Honore actually wasn’t too far off here. Today, Chicago’s gross domestic product, or GDP, is the third largest in the United States and surpasses the total economic output of Switzerland. Last year, Chicago saw a herd of nine unicorns – that’s a privately-held company with a value of over $1 billion. We’re also home to over 6,100 tech companies, hundreds of which were founded just in the last few years. Fulton Market, as you all well know by now, is an absolute hotbed of young tech talent and innovation. We were named the number one city for corporate investment for seven years in a row. And there is no competition for our legendary film, art and music scene.
Honore goes on to say that to purchase commercial real estate in 1901 is to guarantee yourself an ever-increasing income which will multiply tenfold, particularly in the Central Loop. He says, “there is no city where you can so safely invest money in ground and buildings as in Chicago, and there is no street in Chicago where you can invest money more safely and with as much certainty of increase in the future as on Michigan Avenue. Business men are rapidly occupying it. They are going to the cleanest street in the city.”
Yeah…that didn’t age well. Chicago’s sublease space availability is about 23% and the direct vacancy rate is right around 21%. For reference, let’s look at the stats for 2002: sublease space in Chicago was up to 28%, and vacancy rates were the highest on record at 19%. Michigan Avenue is floundering, although a handful of new retail leases and subsidized security systems are helping to keep its pretty little head above water. The holiday season will be a major indicator of whether the Mile keeps its Mag, but we’re sure Honore is rolling in his grave.

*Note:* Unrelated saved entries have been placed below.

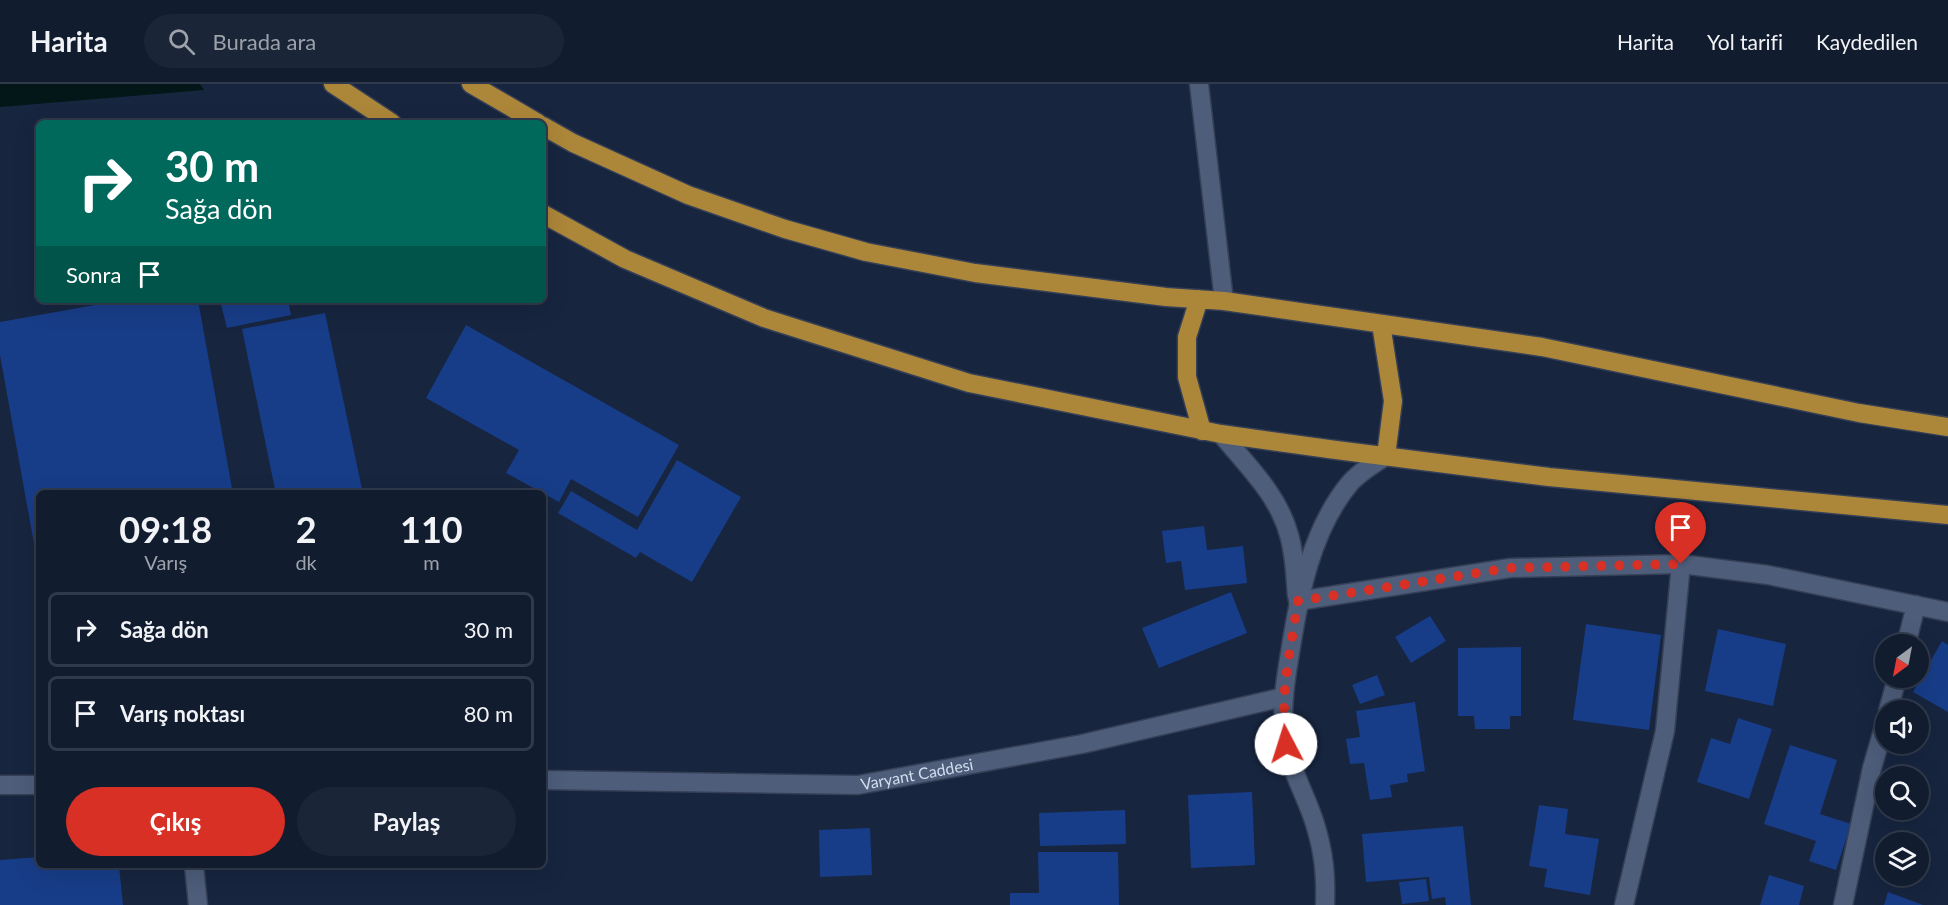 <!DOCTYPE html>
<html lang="tr">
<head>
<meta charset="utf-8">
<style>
  body { margin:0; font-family:Lato,sans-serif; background:#1a2537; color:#f1f3f6; height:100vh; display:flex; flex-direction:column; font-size:22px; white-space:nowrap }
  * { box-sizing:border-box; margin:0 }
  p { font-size:20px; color:#9ca1aa }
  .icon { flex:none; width:33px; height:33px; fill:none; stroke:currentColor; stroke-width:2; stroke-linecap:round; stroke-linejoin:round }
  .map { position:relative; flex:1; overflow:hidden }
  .sheet { position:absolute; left:36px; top:406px; width:510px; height:378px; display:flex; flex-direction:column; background:#111c2f; border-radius:9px; box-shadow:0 6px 24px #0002,0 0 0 2px #303a4b }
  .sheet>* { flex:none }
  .top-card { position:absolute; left:36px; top:36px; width:510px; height:183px; border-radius:9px; box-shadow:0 6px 24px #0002,0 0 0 2px #303a4b; background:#00695c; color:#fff; overflow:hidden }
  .needle { width:39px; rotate:212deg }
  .tools { position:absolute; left:1875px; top:550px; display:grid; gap:12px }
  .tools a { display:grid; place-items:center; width:54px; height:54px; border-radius:50%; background:#111c2f; box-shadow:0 6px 24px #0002,0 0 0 2px #303a4b; font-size:30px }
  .pin { position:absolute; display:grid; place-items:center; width:51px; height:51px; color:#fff; margin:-62px -26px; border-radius:50% 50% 50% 0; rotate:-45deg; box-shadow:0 0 6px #0007 }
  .pin .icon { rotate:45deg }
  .me { position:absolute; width:66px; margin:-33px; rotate:355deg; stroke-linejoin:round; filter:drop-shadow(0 0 4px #0008) }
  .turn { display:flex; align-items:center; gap:21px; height:126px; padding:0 30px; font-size:27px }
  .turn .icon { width:78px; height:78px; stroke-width:2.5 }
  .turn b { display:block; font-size:42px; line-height:51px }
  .then { display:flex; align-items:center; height:57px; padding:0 30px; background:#0003; gap:12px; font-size:22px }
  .eta { display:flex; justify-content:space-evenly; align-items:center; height:102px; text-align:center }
  .eta b { font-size:36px; font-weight:700; line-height:42px }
  .primary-button { display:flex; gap:12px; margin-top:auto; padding:12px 30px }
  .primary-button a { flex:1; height:69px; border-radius:36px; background:#d93025; color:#fff; font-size:24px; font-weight:700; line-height:69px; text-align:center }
  .primary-button a+a { background:#1a2537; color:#f1f3f6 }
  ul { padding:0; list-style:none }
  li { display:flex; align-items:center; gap:18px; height:75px; margin:0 12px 9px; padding:0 18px; border:3px solid #303a4b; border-radius:9px }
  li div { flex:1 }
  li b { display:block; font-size:22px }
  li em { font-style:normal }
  header { display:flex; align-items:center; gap:36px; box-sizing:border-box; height:84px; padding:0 30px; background:#111c2f; border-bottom:2px solid #303a4b }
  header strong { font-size:28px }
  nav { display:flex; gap:33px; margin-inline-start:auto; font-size:21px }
  .search { width:420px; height:54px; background:#1a2537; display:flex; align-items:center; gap:15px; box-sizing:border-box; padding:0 21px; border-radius:33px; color:#9ca1aa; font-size:22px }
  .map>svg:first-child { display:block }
  .water { fill:#031718 }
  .building { fill:#183d88 }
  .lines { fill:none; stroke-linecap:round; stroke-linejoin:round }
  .minor-casing { stroke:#353f55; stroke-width:21 }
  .highway-casing { stroke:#353f55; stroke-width:21 }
  .minor { stroke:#4d5d7a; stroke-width:18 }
  .highway { stroke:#ac8639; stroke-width:18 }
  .route { stroke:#d93025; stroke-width:10; stroke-dasharray:0 18 }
  .labels { text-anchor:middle; stroke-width:6; stroke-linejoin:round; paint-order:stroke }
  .street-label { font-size:16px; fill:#d2dced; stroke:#17253f }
</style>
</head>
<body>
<header>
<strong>Harita</strong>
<div class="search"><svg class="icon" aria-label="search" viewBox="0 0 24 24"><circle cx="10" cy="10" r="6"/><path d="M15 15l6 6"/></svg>Burada ara</div>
<nav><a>Harita</a><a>Yol tarifi</a><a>Kaydedilen</a></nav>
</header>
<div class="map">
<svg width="1948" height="821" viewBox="0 0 1948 821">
  <rect width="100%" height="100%" fill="#17253f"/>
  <!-- water -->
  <path class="water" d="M 0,0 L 200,0 L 204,6 L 0,23 Z"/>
  <!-- building -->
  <path class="building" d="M 123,216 L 198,216 L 233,410 L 39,410 L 38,482 L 0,271 L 0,238 Z
    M 220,216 L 288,216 L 291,231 L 227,244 Z
    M 325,229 L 363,410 L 276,410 L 242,245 Z
    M 466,241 L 679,361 L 638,433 L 571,395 L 559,418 L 506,389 L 519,366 L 426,314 Z
    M 677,376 L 741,413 L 692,498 L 640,468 L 636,474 L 558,429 L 571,407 L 637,446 Z
    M 1204,442 L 1207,466 L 1243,462 L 1247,499 L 1185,506 L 1181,477 L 1166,479 L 1162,447 Z
    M 1231,508 L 1247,549 L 1159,584 L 1142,544 Z
    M 1430,532 L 1446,557 L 1411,579 L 1395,553 Z
    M 1586,540 L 1661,551 L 1649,646 L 1573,636 Z
    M 1718,545 L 1786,560 L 1773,622 L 1705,607 Z
    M 1942,557 L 1948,561 L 1948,628 L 1913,608 Z
    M 1521,563 L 1521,632 L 1510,632 L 1510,645 L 1475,645 L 1474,632 L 1458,632 L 1458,564 Z
    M 1377,591 L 1385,611 L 1360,620 L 1352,601 Z
    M 1415,618 L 1425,687 L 1407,690 L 1408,698 L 1390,701 L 1392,713 L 1370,716 L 1364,679 L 1350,680 L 1346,655 L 1360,653 L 1356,627 Z
    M 1738,634 L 1772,645 L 1749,715 L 1697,698 L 1711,654 L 1730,660 Z
    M 1790,661 L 1837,676 L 1820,730 L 1851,740 L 1836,786 L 1809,777 L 1816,757 L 1764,740 Z
    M 1252,708 L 1255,781 L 1191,784 L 1188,711 Z
    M 1539,721 L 1568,725 L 1565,750 L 1599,755 L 1590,811 L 1544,803 L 1547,785 L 1529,782 Z
    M 1125,726 L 1126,760 L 1040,762 L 1039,729 Z
    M 1463,742 L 1471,821 L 1446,821 L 1445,813 L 1432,815 L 1429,793 L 1366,798 L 1362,750 Z
    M 870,744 L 872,791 L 820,793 L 819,746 Z
    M 1038,768 L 1118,768 L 1119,821 L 1010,821 L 1010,809 L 1039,809 Z
    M 39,773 L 39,782 L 119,782 L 123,821 L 0,821 L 0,776 Z
    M 1769,791 L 1804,802 L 1799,821 L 1760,821 Z
    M 1426,795 L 1429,817 L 1402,820 L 1399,798 Z
    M 1888,808 L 1923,821 L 1884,821 Z"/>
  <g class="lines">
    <!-- minor casing -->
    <g class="minor-casing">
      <g id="minor">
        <path d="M 1199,0 L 1224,217"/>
        <path d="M 1221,350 C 1247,381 1279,412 1289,451 C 1295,470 1295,492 1297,512"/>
        <path d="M 1298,517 L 1510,484 L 1681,480 L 1768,491 L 1948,528"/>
        <path d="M 1906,561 L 1916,521"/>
        <path d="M 1888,627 L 1897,594"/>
        <path id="s1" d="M 543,696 L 858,701 L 1082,660 L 1284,613"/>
        <path d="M 0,701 L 39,701"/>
        <path d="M 194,782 L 198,821"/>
        <path d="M 1325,821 C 1326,791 1324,769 1315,740 C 1307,713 1291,688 1286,659 C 1280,630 1285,598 1290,569 C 1299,511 1311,446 1350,399 C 1360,388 1373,380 1386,372"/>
        <path d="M 1624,821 L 1665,647 L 1681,480"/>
        <path d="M 1843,821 L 1872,684 L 1886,636"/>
      </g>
    </g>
    <!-- highway casing -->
    <g class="highway-casing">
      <path id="highway" d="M 333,0 L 392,39
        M 471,0 L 538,39
        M 543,42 L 573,59 L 688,111 L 785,145 L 866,168 L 975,189 L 1166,213 L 1224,217 L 1542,263 L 1859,329 L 1948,343
        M 543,130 L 625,175 L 764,234 L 969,299 L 1221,350 L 1336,366 L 1549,393 L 1948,431
        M 1199,215 L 1187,253 L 1187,293 L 1202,347
        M 1381,240 L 1393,317 L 1386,372"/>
    </g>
    <!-- minor -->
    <use href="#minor" class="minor"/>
    <!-- highway -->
    <use href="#highway" class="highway"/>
  </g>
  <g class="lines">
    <!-- route -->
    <path class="route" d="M 1286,660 C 1279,613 1291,564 1298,517 L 1510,484 L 1681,480"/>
  </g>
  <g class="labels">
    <!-- street labels -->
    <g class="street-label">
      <text dy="6" stroke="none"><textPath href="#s1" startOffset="375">Varyant Caddesi</textPath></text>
    </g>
  </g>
</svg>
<div class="tools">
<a><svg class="needle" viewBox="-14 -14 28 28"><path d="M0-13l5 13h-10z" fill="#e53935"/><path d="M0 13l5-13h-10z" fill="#9ca1aa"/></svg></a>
<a><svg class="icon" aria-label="sound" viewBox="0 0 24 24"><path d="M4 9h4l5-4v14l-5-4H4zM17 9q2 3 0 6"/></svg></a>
<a><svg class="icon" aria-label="search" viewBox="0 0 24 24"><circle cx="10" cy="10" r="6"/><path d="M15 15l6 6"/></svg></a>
<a><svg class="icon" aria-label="layers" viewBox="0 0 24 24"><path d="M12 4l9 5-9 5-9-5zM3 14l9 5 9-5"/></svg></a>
</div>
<div class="pin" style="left:1681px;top:480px;background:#d93025"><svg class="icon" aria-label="arrive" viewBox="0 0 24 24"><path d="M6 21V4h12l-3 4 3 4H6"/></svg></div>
<svg class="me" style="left:1286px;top:660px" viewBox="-20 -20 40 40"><circle r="19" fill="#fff"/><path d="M0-13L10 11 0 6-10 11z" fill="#d93025"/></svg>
<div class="top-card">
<div class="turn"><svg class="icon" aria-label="right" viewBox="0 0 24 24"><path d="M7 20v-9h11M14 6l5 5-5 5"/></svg><div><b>30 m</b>Sağa dön</div></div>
<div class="then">Sonra<svg class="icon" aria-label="arrive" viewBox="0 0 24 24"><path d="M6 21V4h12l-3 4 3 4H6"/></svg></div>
</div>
<section class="sheet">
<div class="eta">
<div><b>09:18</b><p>Varış</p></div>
<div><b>2</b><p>dk</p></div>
<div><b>110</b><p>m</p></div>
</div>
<ul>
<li><svg class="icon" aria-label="right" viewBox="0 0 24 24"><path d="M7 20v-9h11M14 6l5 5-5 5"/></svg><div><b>Sağa dön</b></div><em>30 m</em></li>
<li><svg class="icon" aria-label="arrive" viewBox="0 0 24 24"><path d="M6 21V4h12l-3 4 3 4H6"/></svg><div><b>Varış noktası</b></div><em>80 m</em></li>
</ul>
<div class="primary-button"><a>Çıkış</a><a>Paylaş</a></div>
</section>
</div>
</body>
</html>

It’s not all doom and gloom, though. He ends by describing Michigan Ave, and Chicago’s business and shopping districts as a whole, as the finest and most promising in the country. He says that many will pick up cheap bits and pieces of it without realizing its full potential, and will see mountains of wealth if they just wait a decade or two. Throughout this piece, Honore does something I haven’t seen much in recent years. He views Chicago through this childlike lens of wonderment and pride. He is naive and overly optimistic, a young hopeful looking wistfully toward the skyline in gratitude for just the opportunity to behold it. Certainly his dreams were warped by privilege and a lack of perspective, but we can’t say they were entirely inaccurate.
The commercial real estate world still does have value. It’s like a Faberge egg: looking at it, all you see is its elegant fragility, and you’re scared to touch it or even look at it too long for fear of destroying it. But at the end of the day, it doesn’t matter how much money someone spent on it. It doesn’t matter that its value is entirely based on some arbitrary conceptualization of opulence and exclusivity. It’s pretty. That’s why we look at it. That’s why we display it. That’s why we enjoy it. Chicago is really f*king pretty. It inspires the same beautifully careless admiration that Honore felt when he sat down to write this piece. Let’s take a second to look up from our listing agreements, close our checkbooks, and see the city the way we might have in 1901. Look at all the possibilities. Look at how far we’ve come. Look at all the places we’ve yet to go.